| Feature | Details | 
|---|---|
| Annual Contribution Limit | $8,000 | 
| Lifetime Contribution Limit | $40,000 | 
| Tax-Deductible Contributions | Yes, similar to an RRSP | 
| Tax-Free Withdrawals | Yes, when used for purchasing a first home | 
| Investment Growth | Tax-free, including interest, dividends, and capital gains | 
| Over-Contribution Penalty | 1% per month on the excess amount | 
| Flexibility | Funds not used for a home can be transferred to an RRSP or RRIF | 
The First Home Savings Account (FHSA) is a savings vehicle designed to help Canadians save for their first home. Here are some key features and tax implications:
Annual Contribution Limit: The annual contribution limit for an FHSA is $8,000, with a lifetime limit of $40,000. Contributions are tax-deductible, similar to an RRSP.
Tax-Free Withdrawals: Withdrawals from an FHSA are tax-free when used to purchase a first home. This can help first-time homebuyers save on taxes while accumulating funds for their home.

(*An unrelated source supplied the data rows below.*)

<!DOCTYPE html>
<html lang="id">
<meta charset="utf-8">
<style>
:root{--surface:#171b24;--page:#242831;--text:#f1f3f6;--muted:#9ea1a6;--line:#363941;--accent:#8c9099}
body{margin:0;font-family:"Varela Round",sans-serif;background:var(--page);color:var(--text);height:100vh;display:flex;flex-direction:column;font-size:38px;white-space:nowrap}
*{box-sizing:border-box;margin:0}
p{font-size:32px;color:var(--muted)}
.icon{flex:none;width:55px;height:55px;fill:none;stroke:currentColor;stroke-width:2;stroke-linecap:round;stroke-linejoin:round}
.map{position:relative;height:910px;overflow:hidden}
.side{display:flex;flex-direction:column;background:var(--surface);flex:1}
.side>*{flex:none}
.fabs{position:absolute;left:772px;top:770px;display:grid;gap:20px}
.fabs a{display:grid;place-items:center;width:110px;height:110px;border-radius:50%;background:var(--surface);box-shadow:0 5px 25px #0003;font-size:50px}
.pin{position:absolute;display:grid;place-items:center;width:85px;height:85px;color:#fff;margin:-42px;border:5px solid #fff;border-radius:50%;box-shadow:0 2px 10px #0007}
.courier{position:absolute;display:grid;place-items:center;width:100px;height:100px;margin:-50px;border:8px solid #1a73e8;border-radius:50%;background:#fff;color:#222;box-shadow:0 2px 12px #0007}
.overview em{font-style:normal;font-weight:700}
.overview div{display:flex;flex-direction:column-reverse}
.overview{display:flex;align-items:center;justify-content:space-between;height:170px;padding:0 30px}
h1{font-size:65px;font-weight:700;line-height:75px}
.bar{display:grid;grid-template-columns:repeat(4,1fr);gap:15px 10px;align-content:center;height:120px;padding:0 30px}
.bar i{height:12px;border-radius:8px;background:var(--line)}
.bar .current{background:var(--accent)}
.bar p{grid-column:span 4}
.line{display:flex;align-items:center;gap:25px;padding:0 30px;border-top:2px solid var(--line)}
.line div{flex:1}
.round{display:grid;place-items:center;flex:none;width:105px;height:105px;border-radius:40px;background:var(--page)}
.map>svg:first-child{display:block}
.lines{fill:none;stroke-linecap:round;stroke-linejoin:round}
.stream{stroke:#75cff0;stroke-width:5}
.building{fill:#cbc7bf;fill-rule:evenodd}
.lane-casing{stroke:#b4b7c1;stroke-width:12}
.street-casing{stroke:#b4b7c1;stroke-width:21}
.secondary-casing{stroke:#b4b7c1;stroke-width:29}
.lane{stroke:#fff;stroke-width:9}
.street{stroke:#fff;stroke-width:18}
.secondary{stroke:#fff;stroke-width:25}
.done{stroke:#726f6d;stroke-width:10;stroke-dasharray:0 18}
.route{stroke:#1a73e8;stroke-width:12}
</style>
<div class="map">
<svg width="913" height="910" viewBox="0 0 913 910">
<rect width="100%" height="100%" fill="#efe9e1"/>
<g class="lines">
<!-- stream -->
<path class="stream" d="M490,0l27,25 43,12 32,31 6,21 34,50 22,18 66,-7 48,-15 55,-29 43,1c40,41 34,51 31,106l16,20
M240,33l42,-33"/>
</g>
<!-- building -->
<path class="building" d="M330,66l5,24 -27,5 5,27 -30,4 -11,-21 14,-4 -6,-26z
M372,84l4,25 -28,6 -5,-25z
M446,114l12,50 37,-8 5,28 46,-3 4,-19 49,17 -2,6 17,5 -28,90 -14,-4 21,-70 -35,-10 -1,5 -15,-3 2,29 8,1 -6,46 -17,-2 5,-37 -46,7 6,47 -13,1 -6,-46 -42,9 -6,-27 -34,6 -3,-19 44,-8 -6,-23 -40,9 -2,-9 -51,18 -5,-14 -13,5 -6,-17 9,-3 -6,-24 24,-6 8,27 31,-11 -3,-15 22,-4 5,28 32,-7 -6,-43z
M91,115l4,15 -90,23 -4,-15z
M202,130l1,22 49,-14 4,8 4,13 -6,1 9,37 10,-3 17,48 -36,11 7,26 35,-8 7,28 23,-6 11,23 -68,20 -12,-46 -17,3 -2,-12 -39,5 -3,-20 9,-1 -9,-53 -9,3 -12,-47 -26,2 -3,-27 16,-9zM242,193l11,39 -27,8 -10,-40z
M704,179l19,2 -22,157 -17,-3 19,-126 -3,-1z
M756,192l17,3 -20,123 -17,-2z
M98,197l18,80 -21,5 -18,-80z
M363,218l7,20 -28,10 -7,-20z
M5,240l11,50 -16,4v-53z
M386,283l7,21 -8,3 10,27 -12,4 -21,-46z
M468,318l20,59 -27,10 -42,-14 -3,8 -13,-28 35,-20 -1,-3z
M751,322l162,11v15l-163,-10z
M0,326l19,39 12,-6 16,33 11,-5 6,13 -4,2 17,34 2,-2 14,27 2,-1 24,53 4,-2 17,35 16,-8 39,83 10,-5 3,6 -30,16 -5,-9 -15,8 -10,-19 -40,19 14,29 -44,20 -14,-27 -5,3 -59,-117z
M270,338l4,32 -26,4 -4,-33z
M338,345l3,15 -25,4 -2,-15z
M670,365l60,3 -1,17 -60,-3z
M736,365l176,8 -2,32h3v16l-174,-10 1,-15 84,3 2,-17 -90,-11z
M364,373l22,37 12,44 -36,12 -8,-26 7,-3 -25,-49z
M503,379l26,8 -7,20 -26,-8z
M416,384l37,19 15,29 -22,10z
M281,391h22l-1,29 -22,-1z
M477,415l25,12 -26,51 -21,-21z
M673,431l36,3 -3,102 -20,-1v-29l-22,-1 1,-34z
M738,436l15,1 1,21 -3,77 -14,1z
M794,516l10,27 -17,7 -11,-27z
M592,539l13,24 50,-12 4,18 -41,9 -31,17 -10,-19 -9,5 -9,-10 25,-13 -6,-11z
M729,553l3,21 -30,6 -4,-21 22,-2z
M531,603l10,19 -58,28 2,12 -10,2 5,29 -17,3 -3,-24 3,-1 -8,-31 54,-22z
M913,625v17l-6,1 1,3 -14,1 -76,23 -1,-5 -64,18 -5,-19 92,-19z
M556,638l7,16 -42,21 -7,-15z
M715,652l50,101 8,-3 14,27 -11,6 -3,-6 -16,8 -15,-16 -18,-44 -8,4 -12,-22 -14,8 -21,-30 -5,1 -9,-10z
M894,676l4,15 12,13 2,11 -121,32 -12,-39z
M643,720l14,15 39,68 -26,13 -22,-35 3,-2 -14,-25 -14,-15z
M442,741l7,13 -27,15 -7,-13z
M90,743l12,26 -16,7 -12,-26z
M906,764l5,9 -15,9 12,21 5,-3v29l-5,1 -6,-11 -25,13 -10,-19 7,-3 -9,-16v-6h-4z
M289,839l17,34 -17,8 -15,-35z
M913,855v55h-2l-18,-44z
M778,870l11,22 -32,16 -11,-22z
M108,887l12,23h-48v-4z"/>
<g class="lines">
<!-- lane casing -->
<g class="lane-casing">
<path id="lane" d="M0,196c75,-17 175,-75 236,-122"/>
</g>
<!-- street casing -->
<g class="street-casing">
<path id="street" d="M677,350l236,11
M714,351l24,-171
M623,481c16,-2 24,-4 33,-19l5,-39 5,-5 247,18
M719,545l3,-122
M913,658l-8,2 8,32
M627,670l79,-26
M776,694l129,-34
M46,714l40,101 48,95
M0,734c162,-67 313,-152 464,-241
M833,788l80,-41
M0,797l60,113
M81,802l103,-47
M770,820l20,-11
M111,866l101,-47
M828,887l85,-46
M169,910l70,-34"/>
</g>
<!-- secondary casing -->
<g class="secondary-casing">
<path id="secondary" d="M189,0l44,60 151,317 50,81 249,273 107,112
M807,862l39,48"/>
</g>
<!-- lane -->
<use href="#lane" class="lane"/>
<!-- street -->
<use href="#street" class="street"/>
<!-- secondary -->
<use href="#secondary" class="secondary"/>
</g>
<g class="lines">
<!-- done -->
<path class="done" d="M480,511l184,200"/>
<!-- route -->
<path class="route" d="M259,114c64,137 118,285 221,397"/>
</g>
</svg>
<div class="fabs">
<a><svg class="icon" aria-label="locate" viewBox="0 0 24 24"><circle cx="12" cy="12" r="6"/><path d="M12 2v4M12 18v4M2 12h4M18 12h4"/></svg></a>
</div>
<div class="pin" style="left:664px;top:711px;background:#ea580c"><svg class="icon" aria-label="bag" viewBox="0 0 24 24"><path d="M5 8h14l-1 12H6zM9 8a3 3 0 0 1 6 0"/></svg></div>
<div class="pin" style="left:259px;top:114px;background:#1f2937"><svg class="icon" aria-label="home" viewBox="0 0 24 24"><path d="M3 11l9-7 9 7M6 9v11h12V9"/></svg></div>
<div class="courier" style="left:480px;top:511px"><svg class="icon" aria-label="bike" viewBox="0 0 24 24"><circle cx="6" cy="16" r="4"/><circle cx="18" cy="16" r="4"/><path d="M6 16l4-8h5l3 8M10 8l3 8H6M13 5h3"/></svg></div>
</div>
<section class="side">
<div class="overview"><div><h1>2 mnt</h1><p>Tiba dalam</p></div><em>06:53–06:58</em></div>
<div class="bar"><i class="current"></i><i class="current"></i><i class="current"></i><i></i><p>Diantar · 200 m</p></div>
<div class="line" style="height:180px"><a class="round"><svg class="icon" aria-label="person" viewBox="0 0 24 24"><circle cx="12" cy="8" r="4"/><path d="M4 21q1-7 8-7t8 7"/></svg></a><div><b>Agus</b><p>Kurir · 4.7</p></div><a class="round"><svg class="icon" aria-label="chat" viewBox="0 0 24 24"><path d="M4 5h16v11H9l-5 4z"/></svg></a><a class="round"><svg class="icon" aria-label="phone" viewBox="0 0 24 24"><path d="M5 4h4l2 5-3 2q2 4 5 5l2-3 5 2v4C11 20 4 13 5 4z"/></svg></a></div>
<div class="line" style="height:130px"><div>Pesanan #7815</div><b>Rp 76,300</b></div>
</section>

Investment Growth: Like a TFSA, all investment growth within an FHSA is tax-free. This includes interest, dividends, and capital gains.
Over-Contribution Penalty: Over-contributing to an FHSA will result in a penalty tax of 1% per month on the excess amount. For example, if you over-contribute $2,000, you would incur a penalty of $20 per month until the excess amount is corrected.
Flexibility: If the funds in the FHSA are not used to purchase a first home, they can be transferred to an RRSP or RRIF without affecting the contribution room of these accounts.
By leveraging the FHSA, first-time homebuyers can efficiently save for their home while enjoying significant tax benefits.